To assess performance searching for an individual walking in a crowd, we developed a VR-based simulation referred to as the “virtual hallway.” The simulation was a rendering of a hallway of a typical school with a crowd of people walking around the observer. The scene was presented in a dynamic, continuous fashion and viewed from a fixed, first-person perspective. Participants were instructed to search, locate, and pursue a specific target individual (the principal of the fictitious school) walking in a crowded hallway as soon as that individual appeared from one of eight possible entrances. Each participant then tracked the target's path until the individual was no longer visible on the screen (for a demonstration video of task, see
https://vimeo.com/395817200).
The visual scene was developed using the Unity 3D game engine version 5.6 (Unity Technologies, San Francisco, CA) and on an Alienware Aurora R6 desktop computer (Alienware Corporation, Miami, FL) with an Intel i5 processor (Intel Corporation, Mountain View, CA), NVidia GTX 1060 graphics card (NVidia Corporation, Santa Clara, CA), and 32 GB of RAM. The 3D human models were created in Adobe Fuse CC and rigged for animation in Adobe Mixamo (Adobe, San Jose, CA), and the 3D object models were created using Blender modeling software (Blender Foundation, Amsterdam, The Netherlands).

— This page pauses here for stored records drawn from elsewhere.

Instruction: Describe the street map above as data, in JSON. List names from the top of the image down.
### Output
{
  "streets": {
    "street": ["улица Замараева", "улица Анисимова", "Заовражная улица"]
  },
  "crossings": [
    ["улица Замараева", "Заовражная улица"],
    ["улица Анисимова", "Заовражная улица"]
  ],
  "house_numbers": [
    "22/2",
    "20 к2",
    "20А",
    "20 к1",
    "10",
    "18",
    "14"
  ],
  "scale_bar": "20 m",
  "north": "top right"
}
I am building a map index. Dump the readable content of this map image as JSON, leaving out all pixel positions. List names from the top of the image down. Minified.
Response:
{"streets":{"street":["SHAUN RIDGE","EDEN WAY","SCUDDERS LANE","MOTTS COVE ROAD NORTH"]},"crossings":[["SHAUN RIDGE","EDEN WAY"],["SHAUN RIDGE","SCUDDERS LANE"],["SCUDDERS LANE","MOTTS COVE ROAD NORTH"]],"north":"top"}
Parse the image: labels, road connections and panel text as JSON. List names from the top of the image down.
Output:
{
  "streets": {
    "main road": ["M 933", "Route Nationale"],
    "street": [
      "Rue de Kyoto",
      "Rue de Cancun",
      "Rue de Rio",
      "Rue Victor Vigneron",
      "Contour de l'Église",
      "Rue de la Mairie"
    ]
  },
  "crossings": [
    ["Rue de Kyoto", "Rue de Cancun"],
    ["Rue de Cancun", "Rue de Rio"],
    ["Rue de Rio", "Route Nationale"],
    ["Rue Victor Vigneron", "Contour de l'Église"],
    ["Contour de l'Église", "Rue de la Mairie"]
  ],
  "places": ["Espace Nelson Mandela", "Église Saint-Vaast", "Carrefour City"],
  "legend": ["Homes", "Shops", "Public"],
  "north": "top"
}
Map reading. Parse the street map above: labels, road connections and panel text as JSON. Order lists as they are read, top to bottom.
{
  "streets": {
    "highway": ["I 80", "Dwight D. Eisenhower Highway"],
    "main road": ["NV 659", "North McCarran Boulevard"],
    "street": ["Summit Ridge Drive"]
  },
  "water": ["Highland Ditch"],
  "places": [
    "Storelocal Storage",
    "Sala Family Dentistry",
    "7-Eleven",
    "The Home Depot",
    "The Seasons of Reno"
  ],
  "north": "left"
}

Participants were seated comfortably (60 cm away) in front of a 27-in. ViewSonic light-emitting diode, widescreen monitor (1080p, 1920 × 1080 resolution; ViewSonic Corporation, Brea, CA) (
Figure 1A). Search patterns (
x,
y coordinate positions of gaze on the screen) were captured using the Tobii Eye Tracker 4C (90-Hz sampling rate; Tobii, Danderyd, Sweden). Prior to the first experimental run, eye-tracking calibration was performed for each participant (Tobii Eye Tracking software, version 2.9, calibration protocol) which took less than 1 minute to complete. The process included a seven-point calibration task (screen positions: top–left, top–center, top–right, bottom–left, bottom–center, bottom–right, and center–center) followed by a nine-point post-calibration verification (same seven calibration points plus center–left and center–right). Accuracy was determined by gaze fixation falling within a 2.25° (arc degree) radius around each of the nine points and was further confirmed by inspection prior to commencing data collection.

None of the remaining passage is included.